BEGIN
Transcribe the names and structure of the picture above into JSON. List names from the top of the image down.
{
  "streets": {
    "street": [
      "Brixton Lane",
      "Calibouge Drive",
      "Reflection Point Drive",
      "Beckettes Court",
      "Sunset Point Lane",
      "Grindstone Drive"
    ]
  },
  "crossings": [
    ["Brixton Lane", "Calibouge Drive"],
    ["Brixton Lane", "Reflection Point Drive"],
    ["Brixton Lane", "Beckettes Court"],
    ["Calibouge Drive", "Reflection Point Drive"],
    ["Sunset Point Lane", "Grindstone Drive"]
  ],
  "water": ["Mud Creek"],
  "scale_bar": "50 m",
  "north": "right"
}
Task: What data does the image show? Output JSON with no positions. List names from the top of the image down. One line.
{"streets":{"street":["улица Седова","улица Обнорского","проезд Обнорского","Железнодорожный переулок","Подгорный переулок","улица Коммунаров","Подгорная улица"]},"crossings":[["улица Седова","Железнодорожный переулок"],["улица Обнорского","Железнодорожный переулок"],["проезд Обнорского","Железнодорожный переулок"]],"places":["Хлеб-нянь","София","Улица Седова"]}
END
Reproduce each entry above character for character.

**Exercise answer**.
Transcribe the names and structure of the picture above into JSON. List names from the top of the image down.
{
  "streets": {
    "street": [
      "Brixton Lane",
      "Calibouge Drive",
      "Reflection Point Drive",
      "Beckettes Court",
      "Sunset Point Lane",
      "Grindstone Drive"
    ]
  },
  "crossings": [
    ["Brixton Lane", "Calibouge Drive"],
    ["Brixton Lane", "Reflection Point Drive"],
    ["Brixton Lane", "Beckettes Court"],
    ["Calibouge Drive", "Reflection Point Drive"],
    ["Sunset Point Lane", "Grindstone Drive"]
  ],
  "water": ["Mud Creek"],
  "scale_bar": "50 m",
  "north": "right"
}
Task: What data does the image show? Output JSON with no positions. List names from the top of the image down. One line.
{"streets":{"street":["улица Седова","улица Обнорского","проезд Обнорского","Железнодорожный переулок","Подгорный переулок","улица Коммунаров","Подгорная улица"]},"crossings":[["улица Седова","Железнодорожный переулок"],["улица Обнорского","Железнодорожный переулок"],["проезд Обнорского","Железнодорожный переулок"]],"places":["Хлеб-нянь","София","Улица Седова"]}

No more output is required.